Australia’s legal framework regulating privacy is highly fragmented,  consisting of a tapestry of State and Federal information privacy Acts, miscellaneous legislation and industry based codes of practice.


The principal piece of federal legislation regulating privacy in Australia is the Privacy Act 1988 (Cth).  The Act regulates the handling of personal information by the Australian Government, the ACT Government and the private sector.  The legislation requires compliance with  ten  National Privacy Principles (NPPs) which set  standards for how organisations should collect, secure, store, use and disclose personal information.  This website doesn’t deal with all of the NPPs which can be located on the website of the Office of The Australian Information Commissioner

There is other Commonwealth legislation which regulates the handling of personal information such as the   Freedom of Information Act 1982 (Cth) (FOI).

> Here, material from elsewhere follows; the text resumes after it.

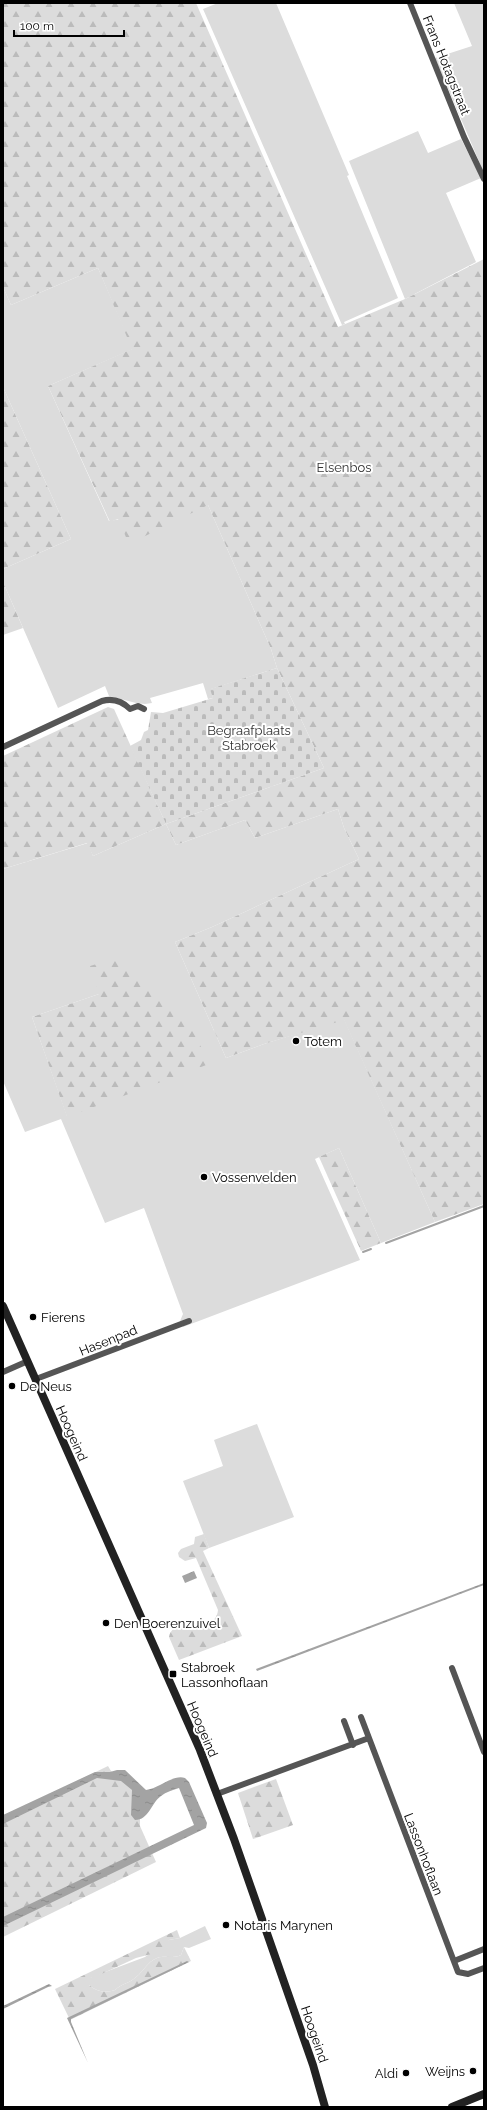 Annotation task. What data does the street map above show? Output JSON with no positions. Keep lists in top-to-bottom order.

The FOI Act states that every person has a right of access to documents held by government agencies or ministers, with the exception of   exempt documents. An agency may justify a refusal to disclose information to an Applicant based on the document being an exempt document.   For instance, under s41 of the FOI Act a document   can be classed as exempt from the regime where it’s disclosure would involve unreasonable disclosure of personal information relating to a third party.

However s41(1) provides that this exemption is subject to an exception that a person can’t be denied access to a document on the basis that it contains his or her own personal information.  The provisions of the Act set down how requests for information are processed, the operation and scope of any exemptions and how decisions are reviewed.  There is a body of case law which has evolved in relation to the FOI Act which demonstrates how the principles have been  interpreted.

Other privacy related Commonwealth legislation deals with the handling of Tax file Numbers (TFNs) and census data. There is also legislation imposing secrecy provisions upon public servants not to disclose certain information which they acquire in the course of performing their duties under the Public Service Act.  This legislation is contentious, particularly in light of the principles of transparency relating to open Government and whistleblower legislation currently under review.

Privacy related ‘Credit reporting’ provisions are located in Part IIIA of the Privacy Act enabling individuals to discover information regarding their credit reporting history and seek the correction of errors.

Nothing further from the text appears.